**Problem statement**
Wherever the word "lines" occurs in the listing below, copy that whole line.

**Input**

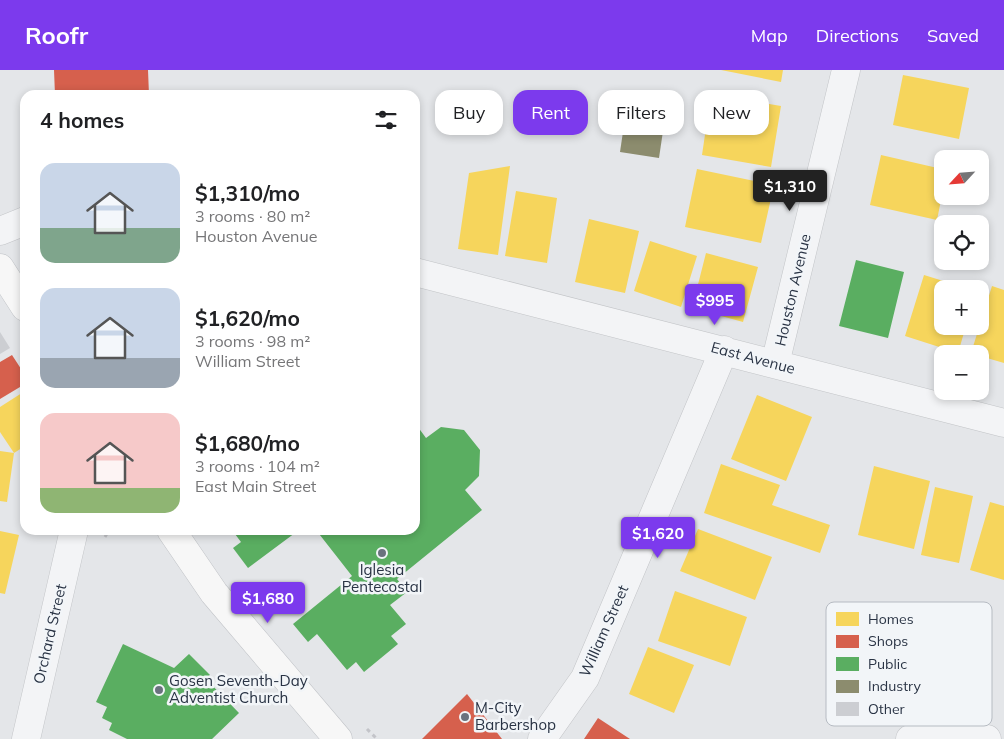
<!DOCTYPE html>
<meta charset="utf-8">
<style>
body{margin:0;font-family:Mulish,sans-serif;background:#f6f6f6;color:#202124;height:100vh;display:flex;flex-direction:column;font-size:19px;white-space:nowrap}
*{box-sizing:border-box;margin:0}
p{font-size:16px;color:#757577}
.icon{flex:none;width:28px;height:28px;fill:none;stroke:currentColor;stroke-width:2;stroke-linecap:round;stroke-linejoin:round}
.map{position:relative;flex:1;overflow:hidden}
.side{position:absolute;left:20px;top:20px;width:400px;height:445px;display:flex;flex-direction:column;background:#fff;border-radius:15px;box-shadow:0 2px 8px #0003}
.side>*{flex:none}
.hud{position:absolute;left:435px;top:20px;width:475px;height:45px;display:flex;gap:10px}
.needle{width:32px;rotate:244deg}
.buttons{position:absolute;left:934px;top:80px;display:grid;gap:10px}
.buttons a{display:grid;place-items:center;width:55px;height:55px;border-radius:10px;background:#fff;box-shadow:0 2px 8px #0003;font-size:25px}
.price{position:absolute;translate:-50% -42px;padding:0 11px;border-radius:5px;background:#7c3aed;color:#fff;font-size:16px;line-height:32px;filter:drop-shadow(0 1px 2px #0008)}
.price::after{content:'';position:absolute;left:50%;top:30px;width:15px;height:11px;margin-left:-8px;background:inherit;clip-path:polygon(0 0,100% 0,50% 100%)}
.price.current{background:#222;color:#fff}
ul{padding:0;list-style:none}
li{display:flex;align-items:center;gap:15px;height:125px;padding:0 20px}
li span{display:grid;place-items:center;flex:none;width:140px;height:100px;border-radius:15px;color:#555}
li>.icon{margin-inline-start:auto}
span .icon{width:60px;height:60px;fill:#fffc;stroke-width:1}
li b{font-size:21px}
h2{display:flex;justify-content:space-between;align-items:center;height:60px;padding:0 20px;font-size:21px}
.pill{padding:0 18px;border-radius:15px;background:#fff;box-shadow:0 2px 8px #0003;font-size:18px;line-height:45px}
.pill.current{background:#7c3aed;color:#fff}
header{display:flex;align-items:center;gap:30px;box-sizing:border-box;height:70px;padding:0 25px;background:#7c3aed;color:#fff}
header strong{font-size:24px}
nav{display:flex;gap:28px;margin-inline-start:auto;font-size:18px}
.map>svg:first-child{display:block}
.homes{fill:#f6d55c}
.shops{fill:#d6604d}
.public{fill:#5aae61}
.industry{fill:#8c8c6e}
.building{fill:#ccced2}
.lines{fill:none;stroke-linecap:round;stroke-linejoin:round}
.minor-casing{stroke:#c2c4c7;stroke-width:29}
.major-casing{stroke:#c0c3c7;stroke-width:29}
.path{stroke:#c3c4c9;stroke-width:3;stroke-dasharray:4 4;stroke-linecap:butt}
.minor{stroke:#f3f4f6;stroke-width:28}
.major{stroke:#f7f7f7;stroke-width:28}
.poi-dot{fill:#6a727e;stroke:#f2f5f8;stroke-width:2}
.labels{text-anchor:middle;stroke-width:5;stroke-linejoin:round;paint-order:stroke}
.street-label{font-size:15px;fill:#293344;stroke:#f2f5f8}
.poi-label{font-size:15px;fill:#293344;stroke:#f2f5f8;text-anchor:start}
.key{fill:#f2f5f8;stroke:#b6bbc2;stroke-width:1}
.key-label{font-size:14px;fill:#293344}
</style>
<header>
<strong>Roofr</strong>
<nav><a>Map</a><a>Directions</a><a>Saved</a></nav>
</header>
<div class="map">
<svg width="1004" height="669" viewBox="0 0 1004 669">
<rect width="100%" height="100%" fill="#e4e6e9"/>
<path class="homes" d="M721,0H783L781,12Z
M903,5L969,18L959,69L893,55Z
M711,24L781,36L771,97L702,85Z
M881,85L942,99V125L937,150L870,135Z
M510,96L498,185L458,179L469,103Z
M697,99L774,115L761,173L685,157Z
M516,121L557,128L547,193L505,186Z
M589,149L639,161L625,223L575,212Z
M650,171L697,186L681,237L634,221Z
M706,183L758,197L743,252L692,238Z
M924,205L966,218L942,219V256H966L958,283L905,266Z
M992,216L1004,220V293L980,286V284L971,283Z
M25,321V376L14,383L0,362V337Z
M757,325L812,347L786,411L731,389Z
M0,381L14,383L7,432L0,431Z
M721,394L780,415L772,435L830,455L820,483L704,443Z
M874,396L930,411L914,479L858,465Z
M935,417L973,426L959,493L921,485Z
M990,432L1004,436V510L970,500Z
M698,459L772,487L755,530L680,501Z
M0,461L19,465L5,524L0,523Z
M675,521L747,547L730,596L658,571Z
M648,577L694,595L674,643L629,624Z"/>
<path class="shops" d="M54,0H148L149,25H55Z
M12,285L25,305V314L0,329V292Z
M467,624L502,669H422Z
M598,648L630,669H584Z"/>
<path class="public" d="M856,190L904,202L888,268L839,256Z
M415,353L426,368L441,357L464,360L480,380L479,406L465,420L482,440L397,509L407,522L390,535L406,554L391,566L398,574L364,602L356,592L347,600L317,564L308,572L293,554L352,506L316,460H415Z
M232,460H299L248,498L233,478L241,472Z
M123,574L174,598L189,584L210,605L206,609L239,643L212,669H127L109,660L112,653L102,648L107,637L96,632Z"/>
<path class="industry" d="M628,28L667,34L659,88L620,82Z"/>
<path class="building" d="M0,262L10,278L0,284Z"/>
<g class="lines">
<defs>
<path id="minor" d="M0,161L25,151
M415,202L1004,353
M775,294L846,0
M26,669L74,460
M542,669L585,608L724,280
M910,669C941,657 956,663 987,669"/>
<path id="major" d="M0,198L25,237
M171,460L214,523L338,669"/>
</defs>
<use href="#minor" class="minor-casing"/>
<use href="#major" class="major-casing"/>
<path class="path" d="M105,467L109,460
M367,659L377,669"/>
<use href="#minor" class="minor"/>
<use href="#major" class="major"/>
</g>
<g class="poi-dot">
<circle cx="382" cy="483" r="5"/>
<circle cx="159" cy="620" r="5"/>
<circle cx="465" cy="647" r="5"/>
</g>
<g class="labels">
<g class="street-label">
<text transform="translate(793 220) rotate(-77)" y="5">Houston Avenue</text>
<text transform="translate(753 288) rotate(15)" y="5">East Avenue</text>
<text transform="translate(604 561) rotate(-66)" y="5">William Street</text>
<text transform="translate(50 564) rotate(-77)" y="5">Orchard Street</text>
</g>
<g class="poi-label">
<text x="382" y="505" text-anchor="middle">Iglesia<tspan x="382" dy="17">Pentecostal</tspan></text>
<text x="169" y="616">Gosen Seventh-Day<tspan x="169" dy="17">Adventist Church</tspan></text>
<text x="475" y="643">M-City<tspan x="475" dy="17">Barbershop</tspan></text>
</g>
</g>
<rect x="826" y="532" width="166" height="124" rx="8" class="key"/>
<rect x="836" y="542" width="23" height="14" fill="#f6d55c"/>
<rect x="836" y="565" width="23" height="13" fill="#d6604d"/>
<rect x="836" y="587" width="23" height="14" fill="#5aae61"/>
<rect x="836" y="610" width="23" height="13" fill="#8c8c6e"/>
<rect x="836" y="632" width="23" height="14" fill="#ccced2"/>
<g class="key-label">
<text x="868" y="554">Homes</text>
<text x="868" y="576">Shops</text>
<text x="868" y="599">Public</text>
<text x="868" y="621">Industry</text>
<text x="868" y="644">Other</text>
</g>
</svg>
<div class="buttons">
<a><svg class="needle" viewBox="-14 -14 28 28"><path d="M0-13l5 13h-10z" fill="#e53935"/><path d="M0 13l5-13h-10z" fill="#757577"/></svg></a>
<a><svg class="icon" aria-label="locate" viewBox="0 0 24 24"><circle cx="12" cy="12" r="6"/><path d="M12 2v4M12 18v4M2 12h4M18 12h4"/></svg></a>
<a>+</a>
<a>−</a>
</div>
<b class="price current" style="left:790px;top:142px">$1,310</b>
<b class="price" style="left:715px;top:256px">$995</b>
<b class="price" style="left:658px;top:489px">$1,620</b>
<b class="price" style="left:268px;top:554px">$1,680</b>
<div class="hud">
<a class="pill">Buy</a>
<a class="pill current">Rent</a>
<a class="pill">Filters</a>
<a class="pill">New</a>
</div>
<section class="side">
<h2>4 homes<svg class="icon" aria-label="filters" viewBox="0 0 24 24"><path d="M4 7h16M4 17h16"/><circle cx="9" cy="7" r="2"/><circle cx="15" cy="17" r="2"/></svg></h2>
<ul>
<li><span style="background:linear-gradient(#c9d6e8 65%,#7fa58c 0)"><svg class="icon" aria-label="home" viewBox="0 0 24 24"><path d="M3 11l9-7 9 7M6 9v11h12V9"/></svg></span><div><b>$1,310/mo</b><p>3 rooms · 80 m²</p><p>Houston Avenue</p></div></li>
<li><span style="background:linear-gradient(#c9d6e8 70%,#9aa5b1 0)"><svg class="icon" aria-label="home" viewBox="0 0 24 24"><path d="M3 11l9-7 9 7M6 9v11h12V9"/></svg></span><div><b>$1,620/mo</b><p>3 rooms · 98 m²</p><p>William Street</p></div></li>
<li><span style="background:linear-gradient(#f6c9c9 75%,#8fb573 0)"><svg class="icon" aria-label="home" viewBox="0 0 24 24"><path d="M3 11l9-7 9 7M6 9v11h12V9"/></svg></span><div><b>$1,680/mo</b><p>3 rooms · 104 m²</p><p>East Main Street</p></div></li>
</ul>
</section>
</div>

**Exercise answer**
.lines{fill:none;stroke-linecap:round;stroke-linejoin:round}
<g class="lines">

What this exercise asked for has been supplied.